Saved data entries
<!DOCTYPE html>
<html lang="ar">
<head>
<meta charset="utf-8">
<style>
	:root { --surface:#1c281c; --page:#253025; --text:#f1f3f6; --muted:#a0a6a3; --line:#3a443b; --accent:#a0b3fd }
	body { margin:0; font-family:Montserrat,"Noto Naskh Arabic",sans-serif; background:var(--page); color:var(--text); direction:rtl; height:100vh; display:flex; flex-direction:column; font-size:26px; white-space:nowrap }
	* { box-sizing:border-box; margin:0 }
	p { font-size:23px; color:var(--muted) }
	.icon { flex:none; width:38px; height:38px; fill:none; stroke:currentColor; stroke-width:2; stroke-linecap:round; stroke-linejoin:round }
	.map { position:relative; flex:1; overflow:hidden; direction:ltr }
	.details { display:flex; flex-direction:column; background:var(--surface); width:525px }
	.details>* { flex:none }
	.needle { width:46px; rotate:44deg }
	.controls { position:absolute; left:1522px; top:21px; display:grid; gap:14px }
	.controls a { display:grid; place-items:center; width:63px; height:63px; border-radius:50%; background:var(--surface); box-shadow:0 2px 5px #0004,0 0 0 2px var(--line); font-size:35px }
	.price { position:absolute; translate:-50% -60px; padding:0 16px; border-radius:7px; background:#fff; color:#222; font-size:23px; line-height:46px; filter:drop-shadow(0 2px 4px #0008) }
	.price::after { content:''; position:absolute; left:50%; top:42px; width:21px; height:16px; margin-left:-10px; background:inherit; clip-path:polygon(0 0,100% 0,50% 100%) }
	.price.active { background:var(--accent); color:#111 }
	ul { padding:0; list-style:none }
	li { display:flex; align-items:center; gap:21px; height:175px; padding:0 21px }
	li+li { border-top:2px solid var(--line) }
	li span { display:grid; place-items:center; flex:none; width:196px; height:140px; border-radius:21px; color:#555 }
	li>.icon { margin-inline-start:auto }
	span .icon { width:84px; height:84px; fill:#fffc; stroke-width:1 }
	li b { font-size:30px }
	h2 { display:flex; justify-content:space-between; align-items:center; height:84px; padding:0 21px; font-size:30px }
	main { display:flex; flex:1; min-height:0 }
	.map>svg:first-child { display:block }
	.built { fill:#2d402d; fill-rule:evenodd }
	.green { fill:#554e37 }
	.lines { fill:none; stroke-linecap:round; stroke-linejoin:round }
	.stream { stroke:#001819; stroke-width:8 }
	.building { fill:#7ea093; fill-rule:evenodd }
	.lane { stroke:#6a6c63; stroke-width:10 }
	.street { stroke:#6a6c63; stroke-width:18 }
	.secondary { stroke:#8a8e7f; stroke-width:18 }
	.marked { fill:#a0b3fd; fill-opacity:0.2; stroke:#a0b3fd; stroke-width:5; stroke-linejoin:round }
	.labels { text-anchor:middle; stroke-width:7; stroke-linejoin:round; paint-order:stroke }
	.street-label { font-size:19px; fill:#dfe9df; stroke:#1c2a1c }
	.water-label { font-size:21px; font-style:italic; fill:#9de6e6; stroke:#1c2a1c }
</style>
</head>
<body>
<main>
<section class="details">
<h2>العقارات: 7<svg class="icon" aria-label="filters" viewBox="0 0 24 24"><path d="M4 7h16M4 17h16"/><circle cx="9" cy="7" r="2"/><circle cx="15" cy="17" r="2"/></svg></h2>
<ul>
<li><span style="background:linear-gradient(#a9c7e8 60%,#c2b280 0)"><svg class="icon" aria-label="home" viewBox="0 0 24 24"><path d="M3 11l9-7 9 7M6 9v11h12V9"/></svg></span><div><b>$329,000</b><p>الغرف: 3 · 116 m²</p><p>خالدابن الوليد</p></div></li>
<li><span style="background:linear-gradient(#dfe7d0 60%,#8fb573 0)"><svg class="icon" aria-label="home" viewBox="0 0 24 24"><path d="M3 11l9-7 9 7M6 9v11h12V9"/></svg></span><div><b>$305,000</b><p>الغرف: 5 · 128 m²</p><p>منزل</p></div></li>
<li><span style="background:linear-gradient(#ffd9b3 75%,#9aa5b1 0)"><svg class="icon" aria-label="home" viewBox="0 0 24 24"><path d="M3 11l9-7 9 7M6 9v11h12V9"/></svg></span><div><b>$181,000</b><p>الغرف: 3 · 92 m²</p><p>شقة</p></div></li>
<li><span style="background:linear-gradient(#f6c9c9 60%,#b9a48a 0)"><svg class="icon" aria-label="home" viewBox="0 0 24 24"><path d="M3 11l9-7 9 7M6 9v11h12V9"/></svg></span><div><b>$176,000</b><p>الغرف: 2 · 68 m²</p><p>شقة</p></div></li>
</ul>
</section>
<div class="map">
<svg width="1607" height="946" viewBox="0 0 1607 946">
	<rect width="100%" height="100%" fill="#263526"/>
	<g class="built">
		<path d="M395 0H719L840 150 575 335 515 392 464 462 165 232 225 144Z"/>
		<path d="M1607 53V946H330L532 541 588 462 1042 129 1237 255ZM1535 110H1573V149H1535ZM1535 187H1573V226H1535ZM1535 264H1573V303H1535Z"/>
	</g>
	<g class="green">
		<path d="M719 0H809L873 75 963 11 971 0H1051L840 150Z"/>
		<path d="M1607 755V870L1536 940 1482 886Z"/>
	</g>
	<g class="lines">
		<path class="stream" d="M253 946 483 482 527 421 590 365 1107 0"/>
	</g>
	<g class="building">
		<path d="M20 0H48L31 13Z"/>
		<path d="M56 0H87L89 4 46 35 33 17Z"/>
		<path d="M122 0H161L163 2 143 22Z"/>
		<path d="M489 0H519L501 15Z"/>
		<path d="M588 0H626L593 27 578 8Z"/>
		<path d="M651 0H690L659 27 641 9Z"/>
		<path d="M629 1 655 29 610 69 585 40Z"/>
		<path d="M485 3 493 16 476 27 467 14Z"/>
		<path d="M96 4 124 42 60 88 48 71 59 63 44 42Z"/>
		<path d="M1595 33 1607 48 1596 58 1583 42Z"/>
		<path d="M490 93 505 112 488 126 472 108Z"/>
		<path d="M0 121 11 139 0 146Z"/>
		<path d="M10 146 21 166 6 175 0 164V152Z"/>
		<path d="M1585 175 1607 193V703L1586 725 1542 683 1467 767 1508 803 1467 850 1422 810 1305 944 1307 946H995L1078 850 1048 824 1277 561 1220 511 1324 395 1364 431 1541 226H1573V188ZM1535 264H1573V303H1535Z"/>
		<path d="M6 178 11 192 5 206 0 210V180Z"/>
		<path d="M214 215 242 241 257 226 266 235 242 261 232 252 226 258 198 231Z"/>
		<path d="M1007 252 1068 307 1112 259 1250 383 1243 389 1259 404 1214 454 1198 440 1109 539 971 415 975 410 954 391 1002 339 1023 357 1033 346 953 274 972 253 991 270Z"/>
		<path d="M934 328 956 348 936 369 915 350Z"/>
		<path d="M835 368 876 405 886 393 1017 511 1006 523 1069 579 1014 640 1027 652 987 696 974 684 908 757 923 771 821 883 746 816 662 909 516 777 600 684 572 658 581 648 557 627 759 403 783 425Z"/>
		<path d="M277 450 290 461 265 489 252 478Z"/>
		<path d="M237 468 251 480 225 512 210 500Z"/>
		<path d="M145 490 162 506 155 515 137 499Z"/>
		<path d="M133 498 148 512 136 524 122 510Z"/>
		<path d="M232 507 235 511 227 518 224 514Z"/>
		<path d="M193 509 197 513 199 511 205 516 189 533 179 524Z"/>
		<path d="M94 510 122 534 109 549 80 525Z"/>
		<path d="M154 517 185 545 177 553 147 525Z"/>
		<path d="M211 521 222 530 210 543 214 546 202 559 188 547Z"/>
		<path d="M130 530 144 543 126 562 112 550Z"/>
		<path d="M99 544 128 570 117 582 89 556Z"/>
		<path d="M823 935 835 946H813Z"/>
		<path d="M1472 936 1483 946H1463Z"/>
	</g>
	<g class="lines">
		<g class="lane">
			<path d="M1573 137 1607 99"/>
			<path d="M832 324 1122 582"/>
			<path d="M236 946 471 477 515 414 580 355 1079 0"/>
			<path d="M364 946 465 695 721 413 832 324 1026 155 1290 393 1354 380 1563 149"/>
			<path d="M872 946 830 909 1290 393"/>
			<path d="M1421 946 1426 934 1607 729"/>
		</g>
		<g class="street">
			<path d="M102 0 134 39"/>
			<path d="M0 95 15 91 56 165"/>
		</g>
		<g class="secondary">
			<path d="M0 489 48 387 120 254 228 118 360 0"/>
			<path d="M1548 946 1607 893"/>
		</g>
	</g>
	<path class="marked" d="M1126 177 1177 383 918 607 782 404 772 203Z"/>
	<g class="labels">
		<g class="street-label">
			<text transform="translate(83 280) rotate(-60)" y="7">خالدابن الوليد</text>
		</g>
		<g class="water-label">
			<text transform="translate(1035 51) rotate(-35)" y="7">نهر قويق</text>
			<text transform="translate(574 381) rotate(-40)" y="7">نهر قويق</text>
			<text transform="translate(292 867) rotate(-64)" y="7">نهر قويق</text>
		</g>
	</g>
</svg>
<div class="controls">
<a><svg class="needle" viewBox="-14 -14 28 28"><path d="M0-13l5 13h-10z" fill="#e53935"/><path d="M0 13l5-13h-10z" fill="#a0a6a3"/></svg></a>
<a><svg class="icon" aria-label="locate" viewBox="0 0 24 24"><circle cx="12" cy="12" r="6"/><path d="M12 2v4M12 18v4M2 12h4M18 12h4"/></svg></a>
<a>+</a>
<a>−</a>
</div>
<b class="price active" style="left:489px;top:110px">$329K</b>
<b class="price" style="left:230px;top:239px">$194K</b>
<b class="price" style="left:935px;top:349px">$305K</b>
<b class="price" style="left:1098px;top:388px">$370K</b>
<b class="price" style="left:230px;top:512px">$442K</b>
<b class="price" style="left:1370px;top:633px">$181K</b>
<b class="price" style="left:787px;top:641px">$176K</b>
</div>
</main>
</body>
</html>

Work to be completed:
Whenever a line of the data includes the word "details", show that line in full.

Exercise output:
	.details { display:flex; flex-direction:column; background:var(--surface); width:525px }
	.details>* { flex:none }
<section class="details">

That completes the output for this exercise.